Data records:
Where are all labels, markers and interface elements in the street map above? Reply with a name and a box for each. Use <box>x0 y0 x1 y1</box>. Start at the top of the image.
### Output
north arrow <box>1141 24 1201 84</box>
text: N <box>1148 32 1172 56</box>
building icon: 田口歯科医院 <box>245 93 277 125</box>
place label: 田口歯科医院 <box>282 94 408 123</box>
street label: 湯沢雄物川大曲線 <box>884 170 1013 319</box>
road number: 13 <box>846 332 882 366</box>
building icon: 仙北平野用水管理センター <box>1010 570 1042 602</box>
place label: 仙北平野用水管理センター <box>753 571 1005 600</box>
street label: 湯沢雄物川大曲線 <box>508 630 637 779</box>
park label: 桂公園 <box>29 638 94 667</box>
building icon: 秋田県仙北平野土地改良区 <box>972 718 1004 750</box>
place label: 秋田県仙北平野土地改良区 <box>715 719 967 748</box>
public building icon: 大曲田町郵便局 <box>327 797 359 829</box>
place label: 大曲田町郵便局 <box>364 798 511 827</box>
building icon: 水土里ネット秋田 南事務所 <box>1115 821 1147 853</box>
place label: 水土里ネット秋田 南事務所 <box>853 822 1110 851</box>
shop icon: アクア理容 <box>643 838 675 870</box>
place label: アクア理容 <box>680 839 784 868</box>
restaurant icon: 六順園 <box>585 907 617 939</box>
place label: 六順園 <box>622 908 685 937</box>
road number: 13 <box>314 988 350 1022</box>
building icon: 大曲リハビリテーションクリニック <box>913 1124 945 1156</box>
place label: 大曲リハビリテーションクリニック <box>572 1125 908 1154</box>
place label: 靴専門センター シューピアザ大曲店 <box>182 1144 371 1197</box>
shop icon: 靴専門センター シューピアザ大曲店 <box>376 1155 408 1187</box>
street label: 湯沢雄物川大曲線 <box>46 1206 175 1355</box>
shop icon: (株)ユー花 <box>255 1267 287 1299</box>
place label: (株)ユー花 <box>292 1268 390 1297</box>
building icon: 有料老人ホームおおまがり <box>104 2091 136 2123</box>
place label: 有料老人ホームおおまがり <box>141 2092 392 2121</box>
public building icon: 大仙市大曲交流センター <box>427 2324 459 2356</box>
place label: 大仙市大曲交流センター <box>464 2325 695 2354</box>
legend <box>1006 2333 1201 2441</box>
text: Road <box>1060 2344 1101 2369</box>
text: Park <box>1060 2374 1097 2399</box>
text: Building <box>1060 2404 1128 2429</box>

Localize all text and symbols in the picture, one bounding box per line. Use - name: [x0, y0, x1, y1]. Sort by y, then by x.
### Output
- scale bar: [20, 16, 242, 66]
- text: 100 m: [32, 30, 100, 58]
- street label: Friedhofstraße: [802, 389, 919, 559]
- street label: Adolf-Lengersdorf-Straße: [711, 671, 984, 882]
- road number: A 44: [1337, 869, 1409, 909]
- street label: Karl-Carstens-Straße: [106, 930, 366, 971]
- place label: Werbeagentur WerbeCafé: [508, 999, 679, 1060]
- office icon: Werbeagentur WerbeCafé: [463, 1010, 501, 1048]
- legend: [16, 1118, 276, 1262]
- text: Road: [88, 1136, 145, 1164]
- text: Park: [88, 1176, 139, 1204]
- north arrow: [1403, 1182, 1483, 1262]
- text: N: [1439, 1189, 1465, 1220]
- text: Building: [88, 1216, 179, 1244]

Exercise goal: Write all the data out again, word for word.

Task result:
Where are all labels, markers and interface elements in the street map above? Reply with a name and a box for each. Use <box>x0 y0 x1 y1</box>. Start at the top of the image.
### Output
north arrow <box>1141 24 1201 84</box>
text: N <box>1148 32 1172 56</box>
building icon: 田口歯科医院 <box>245 93 277 125</box>
place label: 田口歯科医院 <box>282 94 408 123</box>
street label: 湯沢雄物川大曲線 <box>884 170 1013 319</box>
road number: 13 <box>846 332 882 366</box>
building icon: 仙北平野用水管理センター <box>1010 570 1042 602</box>
place label: 仙北平野用水管理センター <box>753 571 1005 600</box>
street label: 湯沢雄物川大曲線 <box>508 630 637 779</box>
park label: 桂公園 <box>29 638 94 667</box>
building icon: 秋田県仙北平野土地改良区 <box>972 718 1004 750</box>
place label: 秋田県仙北平野土地改良区 <box>715 719 967 748</box>
public building icon: 大曲田町郵便局 <box>327 797 359 829</box>
place label: 大曲田町郵便局 <box>364 798 511 827</box>
building icon: 水土里ネット秋田 南事務所 <box>1115 821 1147 853</box>
place label: 水土里ネット秋田 南事務所 <box>853 822 1110 851</box>
shop icon: アクア理容 <box>643 838 675 870</box>
place label: アクア理容 <box>680 839 784 868</box>
restaurant icon: 六順園 <box>585 907 617 939</box>
place label: 六順園 <box>622 908 685 937</box>
road number: 13 <box>314 988 350 1022</box>
building icon: 大曲リハビリテーションクリニック <box>913 1124 945 1156</box>
place label: 大曲リハビリテーションクリニック <box>572 1125 908 1154</box>
place label: 靴専門センター シューピアザ大曲店 <box>182 1144 371 1197</box>
shop icon: 靴専門センター シューピアザ大曲店 <box>376 1155 408 1187</box>
street label: 湯沢雄物川大曲線 <box>46 1206 175 1355</box>
shop icon: (株)ユー花 <box>255 1267 287 1299</box>
place label: (株)ユー花 <box>292 1268 390 1297</box>
building icon: 有料老人ホームおおまがり <box>104 2091 136 2123</box>
place label: 有料老人ホームおおまがり <box>141 2092 392 2121</box>
public building icon: 大仙市大曲交流センター <box>427 2324 459 2356</box>
place label: 大仙市大曲交流センター <box>464 2325 695 2354</box>
legend <box>1006 2333 1201 2441</box>
text: Road <box>1060 2344 1101 2369</box>
text: Park <box>1060 2374 1097 2399</box>
text: Building <box>1060 2404 1128 2429</box>

Localize all text and symbols in the picture, one bounding box per line. Use - name: [x0, y0, x1, y1]. Sort by y, then by x.
### Output
- scale bar: [20, 16, 242, 66]
- text: 100 m: [32, 30, 100, 58]
- street label: Friedhofstraße: [802, 389, 919, 559]
- street label: Adolf-Lengersdorf-Straße: [711, 671, 984, 882]
- road number: A 44: [1337, 869, 1409, 909]
- street label: Karl-Carstens-Straße: [106, 930, 366, 971]
- place label: Werbeagentur WerbeCafé: [508, 999, 679, 1060]
- office icon: Werbeagentur WerbeCafé: [463, 1010, 501, 1048]
- legend: [16, 1118, 276, 1262]
- text: Road: [88, 1136, 145, 1164]
- text: Park: [88, 1176, 139, 1204]
- north arrow: [1403, 1182, 1483, 1262]
- text: N: [1439, 1189, 1465, 1220]
- text: Building: [88, 1216, 179, 1244]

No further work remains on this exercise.